Wednesday, June 08, 2005

Spear Grass

Last week one of my clients sent her boyfriend in with her dog. She was peeing blood, and by the way, she also had these grass things in her skin. The urinary tract infection was easy enough to diagnose and treat, but the grass awns in her fur were another story. This dog was a samoyed (a fur producing machine) and all in her underbelly were little spear grass awns. You may have played with these things as a kid, throwing them at your friends. They have a barb at the end, sharper and harder to pull out than a fish hook, and then a twisted stalk, so they really screw into the skin. I plucked several from her side that where already imbedded in little pustules. I could also feel several swollen tracts along her belly.

These things are really evil. When I was at school, we treated a labrador field trial champion that had developed a serious pyothorax (infection in the chest) from one of these buggers migrating all the way through her chest wall. She was in the ICU for weeks with chest tubes. There are also reports of them migrating into the spinal cord. Even if they just migrate into the skin, they can cause chronic abcesses.

This Samoyed also was "hind-end sensitive," meaning she would bite you if you touched her back there. I recommended this dog be shaved to remove any visible awns, and that was going to mean sedation. I gave the boyfriend the estimate, and suggested maybe they start the shaving at home and let me finish the job.

My client came back with a half shaved dog. She said she removed tons of awns but knew there were more. The dog would just not let them complete the job. I administered a sedative IV and she sunk to the floor. My technician and I both got a pair of clippers and started shaving. Too bad I'd decided to wear black slacks that day! We removed many more spear grass awns, and I was able to "express" some out of pustules I found. But, there were 4 long skinny cylindrical tracts under the skin that I highly suspected more awns were tunneling through. I recommended to the client that I try to get them out with a local, and she agreed. I told her if she didn't feel comfortable, I could take the dog to the back to work on it, but she preferred to stay with her dog. It worked really well; I made a few stab incisions, and with some digging around, was able to remove the awns.

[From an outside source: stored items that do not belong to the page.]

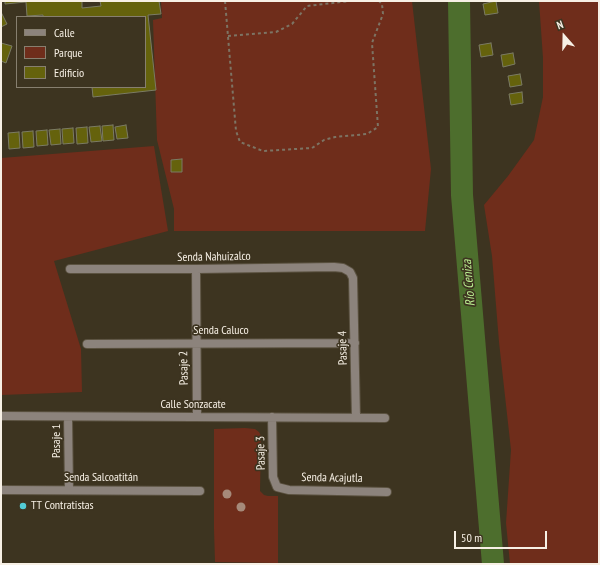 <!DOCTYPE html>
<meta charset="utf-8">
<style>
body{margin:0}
#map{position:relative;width:600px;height:565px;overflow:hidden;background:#3d3420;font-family:"PT Sans Narrow",sans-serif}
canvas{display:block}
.frame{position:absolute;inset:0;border:2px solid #f7f0e5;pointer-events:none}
.legend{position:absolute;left:16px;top:16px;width:130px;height:72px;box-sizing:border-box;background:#3d3420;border:1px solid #877f6f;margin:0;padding:5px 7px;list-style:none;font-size:12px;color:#f7f0e5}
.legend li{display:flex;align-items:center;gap:8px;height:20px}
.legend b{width:20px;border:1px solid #877f6f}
.north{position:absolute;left:544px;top:16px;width:40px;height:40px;-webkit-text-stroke:3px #3d3420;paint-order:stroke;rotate:340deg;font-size:11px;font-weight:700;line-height:16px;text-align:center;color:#f7f0e5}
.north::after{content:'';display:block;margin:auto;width:14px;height:18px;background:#f7f0e5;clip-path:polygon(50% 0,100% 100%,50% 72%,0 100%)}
.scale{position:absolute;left:454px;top:531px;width:93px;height:18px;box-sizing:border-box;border:2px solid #f7f0e5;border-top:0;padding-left:5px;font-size:12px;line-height:14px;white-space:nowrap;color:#f7f0e5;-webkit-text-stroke:3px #3d3420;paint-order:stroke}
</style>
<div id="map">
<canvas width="600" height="565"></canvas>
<div class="frame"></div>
<ul class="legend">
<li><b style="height:5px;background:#8c837c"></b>Calle</li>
<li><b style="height:11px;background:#6f2d1b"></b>Parque</li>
<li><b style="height:11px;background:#65620c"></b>Edificio</li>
</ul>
<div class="north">N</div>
<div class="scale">50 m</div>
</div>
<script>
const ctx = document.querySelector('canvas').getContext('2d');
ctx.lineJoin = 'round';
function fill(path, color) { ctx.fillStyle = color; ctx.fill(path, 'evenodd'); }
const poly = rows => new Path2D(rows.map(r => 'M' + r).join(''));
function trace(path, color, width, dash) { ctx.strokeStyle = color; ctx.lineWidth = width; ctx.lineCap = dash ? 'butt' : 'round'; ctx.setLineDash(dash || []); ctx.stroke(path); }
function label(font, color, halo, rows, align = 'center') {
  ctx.font = font + ' "PT Sans Narrow",sans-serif'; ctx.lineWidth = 3.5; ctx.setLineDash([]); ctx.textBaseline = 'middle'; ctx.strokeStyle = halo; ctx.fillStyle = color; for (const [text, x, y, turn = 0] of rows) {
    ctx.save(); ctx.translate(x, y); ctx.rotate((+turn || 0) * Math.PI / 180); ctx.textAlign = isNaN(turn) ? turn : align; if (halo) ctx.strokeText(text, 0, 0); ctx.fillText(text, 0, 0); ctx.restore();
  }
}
const green = poly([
 [161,1,412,1,431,169,425,231,174,231,174,209,157,140,153,20,162,18],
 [539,1,599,1,599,564,510,564,506,523,511,450,499,342,492,256,484,205,508,176,534,140,543,97,543,58],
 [154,146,168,231,54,261,81,349,82,392,1,395,1,158],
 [245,428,255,429,259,432,261,436,260,491,264,495,268,496,278,496,278,563,215,562,214,529,214,429]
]);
const river = poly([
 [459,1,462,195,493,564]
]);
const building = poly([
 [5,1,82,1,82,8,101,6,100,1,159,1,161,14,148,15,156,90,93,97,92,87,145,87,145,17,43,17,43,15,27,16,26,2,5,4,5,1],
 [496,1,498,13,485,15,483,4,496,1],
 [1,12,7,24,1,27,1,12],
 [1,43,12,46,6,63,1,61,1,43],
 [491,43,493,55,481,57,479,45,491,43],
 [513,53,515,64,503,67,501,55,513,53],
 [520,74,522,85,510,87,508,76,520,74],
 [522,92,523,103,511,105,509,94,522,92],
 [113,125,114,140,103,141,102,126,113,125],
 [126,125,128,138,117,139,115,127,126,125],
 [100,126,102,141,91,142,89,127,100,126],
 [87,127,88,143,77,144,76,128,87,127],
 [73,128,74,143,63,144,62,129,73,128],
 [60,129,61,144,51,145,49,130,60,129],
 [47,130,48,145,37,146,36,131,47,130],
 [33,131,34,147,23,148,22,132,33,131],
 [19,132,20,148,9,149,8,133,19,132],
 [182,159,182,172,171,172,171,160,182,159]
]);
const path = poly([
 [225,1,236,131,240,142,263,151,312,148,324,140,335,137,367,134,378,127,372,43,383,14,382,4,379,1],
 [228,36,276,32,292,24,307,6,350,1]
]);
const street = poly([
 [70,269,196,269,334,267,343,268,350,272,353,278,356,418],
 [196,269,197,417],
 [87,344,355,343],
 [1,416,385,418],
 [68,417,69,490],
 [272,417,273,477,277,487,289,490,387,492],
 [1,490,200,491]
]);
const trees = [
 [227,494],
 [241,507]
];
const markers = [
 [23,506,4,"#52ccd6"]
];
const streetNames = [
 ["Senda Nahuizalco",214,257,-1],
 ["Senda Caluco",221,331],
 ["Pasaje 4",343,348,-91],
 ["Pasaje 2",184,368,-91],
 ["Calle Sonzacate",193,405],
 ["Pasaje 1",57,441,-90],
 ["Pasaje 3",261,453,-91],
 ["Senda Salcoatitán",101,478],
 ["Senda Acajutla",332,478,1]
];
const poiNames = [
 ["TT Contratistas",31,506]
];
const waterNames = [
 ["Río Ceniza",469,283,-95]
];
fill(green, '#6f2d1b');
trace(river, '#4d6e2d', 22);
fill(building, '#65620c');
trace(building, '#7b7b64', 1);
trace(street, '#5b5240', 10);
trace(path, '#7d7464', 2, [3, 3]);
trace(street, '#8c837c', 8);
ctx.fillStyle = '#a68a7a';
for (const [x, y] of trees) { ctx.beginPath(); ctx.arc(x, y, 4.5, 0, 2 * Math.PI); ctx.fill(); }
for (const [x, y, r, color] of markers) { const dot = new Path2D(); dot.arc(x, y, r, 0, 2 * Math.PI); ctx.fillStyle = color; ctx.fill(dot); trace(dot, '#3d3420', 1.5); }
label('12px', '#f7f0e5', '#3d3420', streetNames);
label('12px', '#f7f0e5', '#3d3420', poiNames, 'left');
label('italic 13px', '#bbed91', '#3d3420', waterNames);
</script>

The fact that I was doing minor surgery in the exam room with the owner present really freaked the staff out. Fortunately, the tech helping me was great, and the nurse supervisor knew I knew what I was doing. We joked about doing "drive thru surgery" but really it wasn't any worse than your dermatologist taking off a mole.

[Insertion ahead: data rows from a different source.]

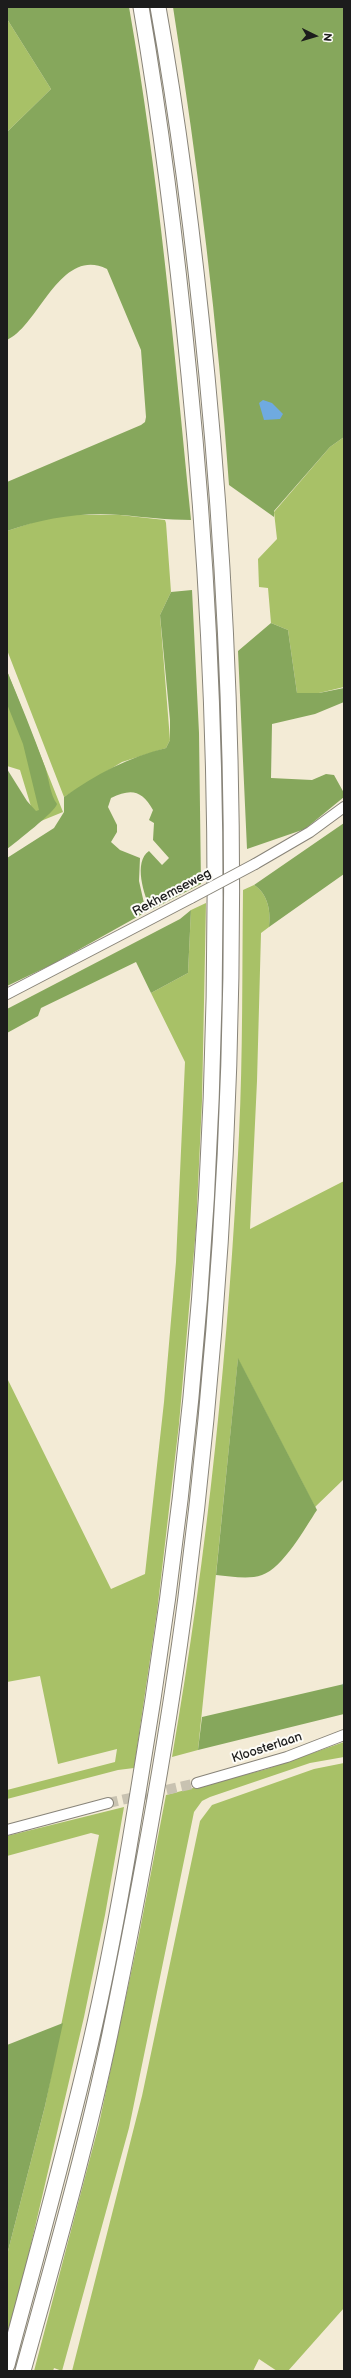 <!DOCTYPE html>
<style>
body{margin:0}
#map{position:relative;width:351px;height:2378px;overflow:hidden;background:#f3ebd6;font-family:"Balsamiq Sans",sans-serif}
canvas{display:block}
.frame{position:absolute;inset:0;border:8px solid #1c1c1c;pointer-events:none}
.north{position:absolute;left:295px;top:16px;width:40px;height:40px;-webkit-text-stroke:3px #fdfcf7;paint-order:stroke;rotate:95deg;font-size:11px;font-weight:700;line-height:16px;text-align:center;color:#1c1c1c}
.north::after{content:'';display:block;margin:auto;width:14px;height:18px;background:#1c1c1c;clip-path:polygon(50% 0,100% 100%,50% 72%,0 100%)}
</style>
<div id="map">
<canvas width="351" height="2378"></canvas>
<div class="frame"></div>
<div class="north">N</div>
</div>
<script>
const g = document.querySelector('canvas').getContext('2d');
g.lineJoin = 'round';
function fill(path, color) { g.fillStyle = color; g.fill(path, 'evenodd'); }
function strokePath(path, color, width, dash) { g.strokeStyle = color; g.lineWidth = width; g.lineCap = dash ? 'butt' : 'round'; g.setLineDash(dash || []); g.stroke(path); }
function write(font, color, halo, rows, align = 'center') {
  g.font = font + ' "Balsamiq Sans",sans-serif'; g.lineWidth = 4; g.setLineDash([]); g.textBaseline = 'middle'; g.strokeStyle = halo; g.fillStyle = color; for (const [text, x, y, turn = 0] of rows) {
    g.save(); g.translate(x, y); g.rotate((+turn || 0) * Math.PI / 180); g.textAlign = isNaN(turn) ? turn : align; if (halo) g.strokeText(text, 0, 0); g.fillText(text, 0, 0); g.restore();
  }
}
fill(new Path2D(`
 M7 19 51 89 7 132Z
 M344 437V687L319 693H297L288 630 271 623 268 588 259 587 258 559 277 539 274 512 330 447Z
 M69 515H120L165 520 166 523 171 592 160 615 170 740 166 748 122 762 64 797 7 650V531L43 519Z
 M7 671 63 812 36 823 20 770 7 766Z
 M254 885C268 894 271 911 269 927L261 933 257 1081 250 1229 344 1181V1479L315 1507 238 1359 198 1750 172 1757C208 1552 229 1343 239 1135 243 1054 242 972 243 890Z
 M206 903 202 1101 196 1228 179 1424 157 1612 134 1768 118 1770 7 1799V1790L115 1762 117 1749 58 1764 40 1676 7 1682V1378L111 1589 145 1574 164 1402 176 1262 185 1062 151 993 188 973 191 910Z
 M344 1742V1757L310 1763 210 1797 202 1801 194 1812 129 2128 62 2371 54 2368 53 2371H34L99 2124 138 1940 166 1795 267 1769Z
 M344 1763V2308L288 2371H277L259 2359 253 2371H72L142 2096 200 1821 212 1805 314 1769Z
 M124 1807 105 1915 84 2017 18 2300 7 2339V2255L45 2106 99 1835 91 1833 7 1856V1836Z`), '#a8c167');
fill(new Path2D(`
 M7 7H129C159 177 174 348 191 520 167 520 145 517 121 515 81 512 44 518 7 531V482L141 425 145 422 146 417 141 350 107 269C60 246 39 326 7 340V132L51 89 7 19Z
 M173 7H344V437L330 447 274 511V517L229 485C218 325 198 166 173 7Z
 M192 590 199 733 201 884 151 910C144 895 133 862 149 851L162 865 169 858 153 840 154 823 149 820 153 810C142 790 131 788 111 798L108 807 117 825V832L111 842 120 850 140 858 139 881 146 912 53 964 7 986V858L54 828 64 812V797C96 774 129 757 166 748L170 740V720L160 615 171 592Z
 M271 623 288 630 297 693H319L344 688V702L315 714 272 724 271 778 312 780 326 774 334 775 344 793V797L305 829 247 849 238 651Z
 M7 671C20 702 33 734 45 767 49 778 50 795 57 804 55 812 16 842 7 849V769L27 801 36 811 39 810 23 744 7 704Z
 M344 823V874L269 927C271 911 268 894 254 885Z
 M191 910 188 973 151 993 136 962 41 1008 38 1016 7 1033V1009L180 919Z
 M238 1358 317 1510C305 1528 283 1568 262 1575 248 1580 230 1576 216 1575Z
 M344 1684V1714L198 1750 202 1717Z
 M63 2023 45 2106 7 2255V2045Z`), '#86a75c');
fill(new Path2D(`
 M263 400 272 403 283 414 280 419 264 420 259 403Z`), '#6faae0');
strokePath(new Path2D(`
 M344 1684V1686`), '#6faae0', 2.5);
strokePath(new Path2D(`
 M108 1803 197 1783`), '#c8c2b1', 10, [10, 5]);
const minor = new Path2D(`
 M255 864 310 832 344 807
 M7 994 191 898
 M197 1783 287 1757 344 1735
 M7 1830 108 1803`);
const highway = new Path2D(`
 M7 2365C36 2257 66 2150 91 2041 117 1928 135 1813 153 1699 221 1261 233 816 189 375 177 252 162 129 141 7
 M23 2371C54 2259 86 2148 110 2034 140 1889 167 1743 186 1597 238 1192 246 782 207 376 195 252 180 129 158 7`);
strokePath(minor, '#888479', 12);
strokePath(highway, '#888479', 17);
strokePath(minor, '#fff', 10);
strokePath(highway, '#fff', 15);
const minorBridge = new Path2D(`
 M191 898 255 864`);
strokePath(minorBridge, '#888479', 12, []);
strokePath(minorBridge, '#fff', 10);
write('13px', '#1c1c1c', '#fdfcf7', [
 ["Rekhemseweg",172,893,-28],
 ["Kloosterlaan",267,1748,-18]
]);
</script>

We reversed the sedation and the patient walked out of the exam room. I warned the owner that there may still be more to come, but at least we removed a whole lot of potential problems.

If you see spear grass on your dog, take them off immediately, even if it means losing that beautiful fur! And avoid those fields in the future!


Dad said...

That dog was lucky to find a vet like you .....What about the peeing blood?

Emily said...

Cool case story! I had no idea those grass barbs could cause so much trouble.

Anonymous said...

Are those Spear Grass what we called back in the 50's Indian Grass?? My best friend's brother was a very cruel "person" and once tied myself and my friend Anne up to a pole, we were wearing "mid-rif" tops, what today are referred to as halter-tops, and he and his friend shot these needle-point barbs into our bellies and they hurt like HELL! Fortunately her Mother found us and freed us of this assault but to this day, I remember the pain (both when they entered and when they were removed) and humiliation of this. I think these were not as bad as what your patient experienced but OOH, the things we suffer in life - both human and dog! M

EdamameMommy said...

Hey, yeah, I agree with daddy -- you need to do a part #2 to this story and tell us about the peeing blood part. Did he ingest some and they are tearing up his colon???

Jennifer said...

Hi guys, sorry for the confusion...the peeing blood was the easily diagnosed urinary tract infection (UTI). Actually, it was pretty cool - you could see actual bacteria on the microscope slide. I chose an antibiotic with good distribution to the bladder and skin. By the time she came back for the grooming, the blood was all cleared up.